Thursday, July 03, 2008

You might be wondering why I called you into my office...

John saw the flier for psychological test subjects on the Yale campus bulletin board a week ago. Easy money. A few hours out of the day and some spending cash in the back of your pocket. A good thing when your parents aren't footing the bills, but this was turning into something he didn't sign up for.

"Please continue.", buzzed the overhead speaker.

"Hey wait! Is that guy alright? Didn't you hear him screaming and banging on the walls?"

The intercom crackled, "The experiment requires that you continue."

John had already pushed the red button six times, once for every wrong answer the test subject gave. The first shock he applied was just a few volts, enough to get your attention. But for each wrong answer the voltage doubled.

"Hey, didn't you hear him say he had a heart problem? Can't you see the needle is pointing to red?!"

The first time he pressed the button, the subject let out an involuntary yelp. John pushed a laugh down into his gut imagining the guy's hair standing up like some cartoon character. Hell, it could have been him getting the electric shock treatment if he hadn't drawn 'tester'. John was lucky that way.

As the voltage doubled and doubled again with each incorrect answer, the brief yelps turned into shouts that increased in length and volume and intensity. When John applied the sixth shock, it issued an unrestrained scream that lasted several seconds after the juice was shut off.

"It is absolutely essential that you continue!", said the metallic voice.

"Look, I'll give the 50 dollars back OK? I don't need the money. Would you just tell me that guy is alright! Professor! Jesus Christ!""

John's chest pumped up and down, swallowing air in thick chunks. This wasn't worth it. Nothing was worth it.

"You have no other choice," The professor boomed through the intercom. "You MUST go on!"

John braced himself, expecting a scream that would spend years lurching and shambling inside his nightmares, but when he opened his eyes it was only the weight of silence pressing on his clammy skin and the scent of ozone fluttering in his nose.

The intercom squawked opened.

"Thank you for your time, John." smiled the voice through the speaker. "The experiment is over.", and the intercom went dead.

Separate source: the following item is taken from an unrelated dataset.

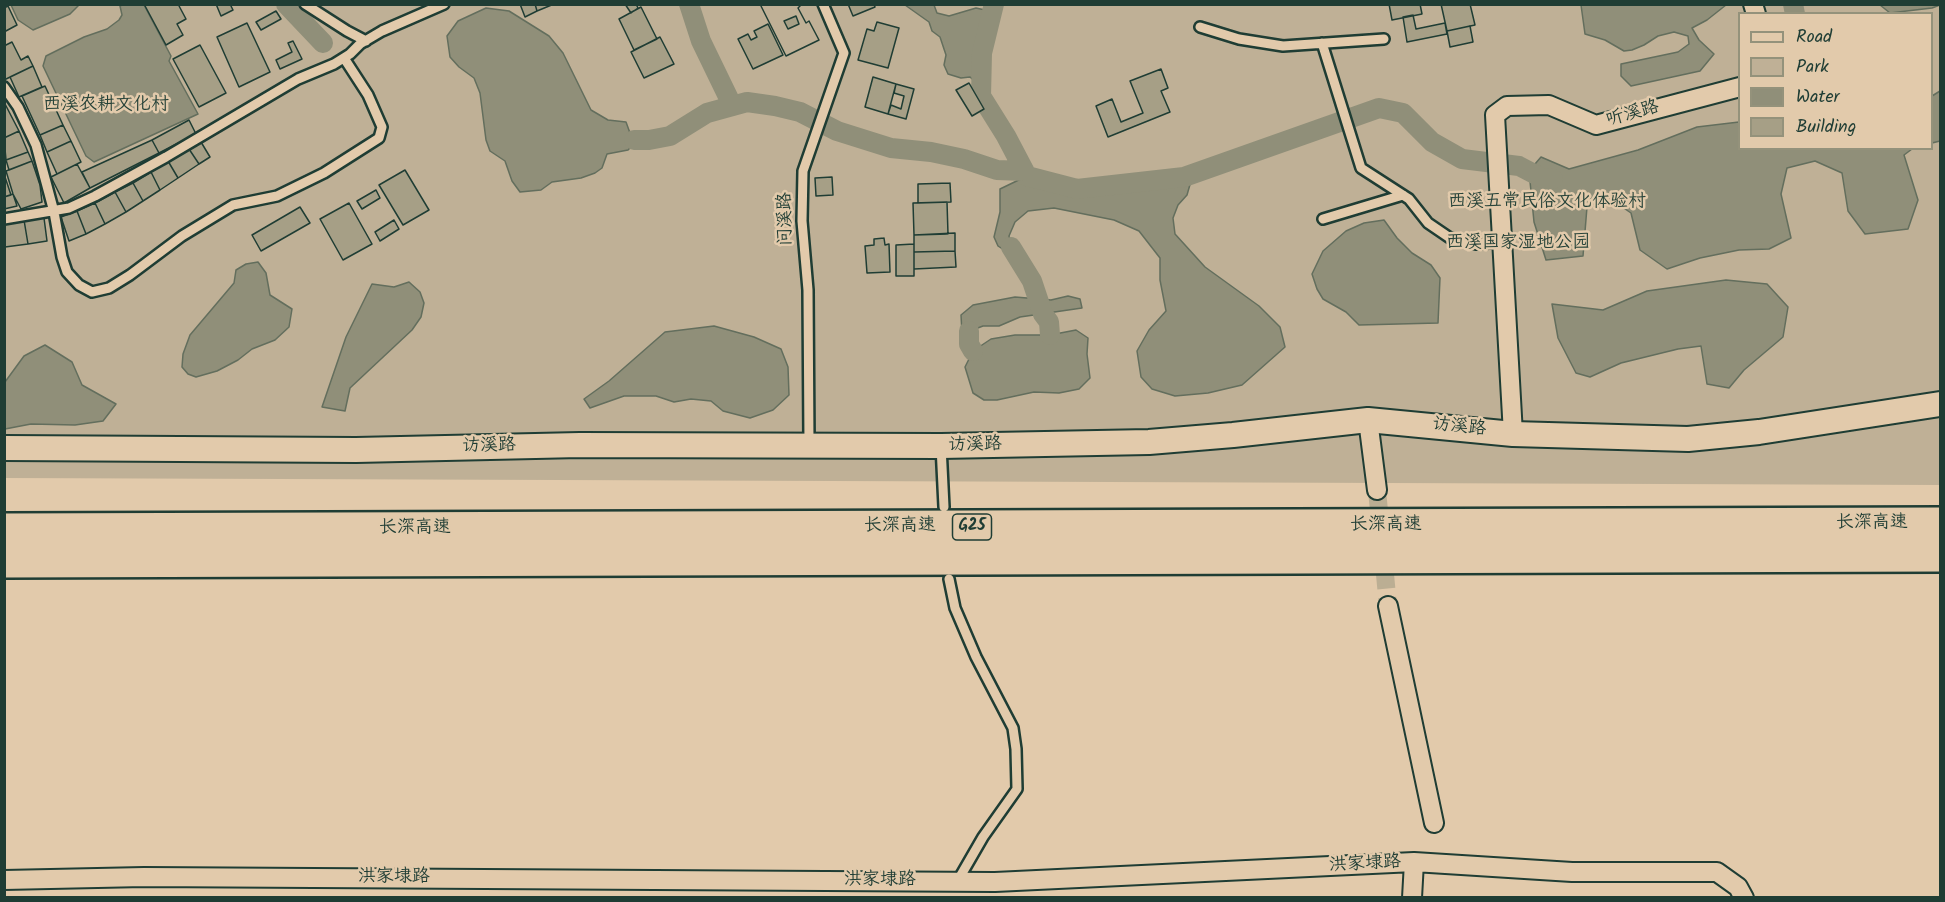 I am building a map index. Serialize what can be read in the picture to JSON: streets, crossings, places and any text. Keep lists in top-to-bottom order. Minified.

-- short untitled story, by Kevin

Soon after the war crimes trial of Nazi Adolf Eichmann in 1961, Yale Psychologist Stanley Milgram conducted an experiment to test the ability of subjects to perform unethical acts under the direction of an authority figure. The experiment, now known as the Milgram Experiment, was testing the veracity of the Nuremberg Defense where a defendant states "I was only following orders". Nobody was actually subjected to electric shocks, but an actor in another room made the experiment seem very realistic to the participants in the study.

Now, the idea that anyone could be manipulated to do anything under the direction of an authority figure is pretty frightening, but apparently someone thought the experiment didn't go far enough and proceeded to try their own anonymous Milgram experiments over the phone.

As strange as it sounds, a person posing as a police officer or company executive placed phone calls to several fast-food restaurants around the country including Taco Bell, McDonald's, Wendy's, Burger King, Ruby Tuesday and Applebee's and successfully persuaded managers to perform strip searches on employees.

Weirder still, the caller sometimes reversed the tables and convinced the managers into submitting to strip searches themselves administered by the same employees they had just finished examining. These occurrences continued for about a decade and came to be known as the Strip Search Prank Call Scam.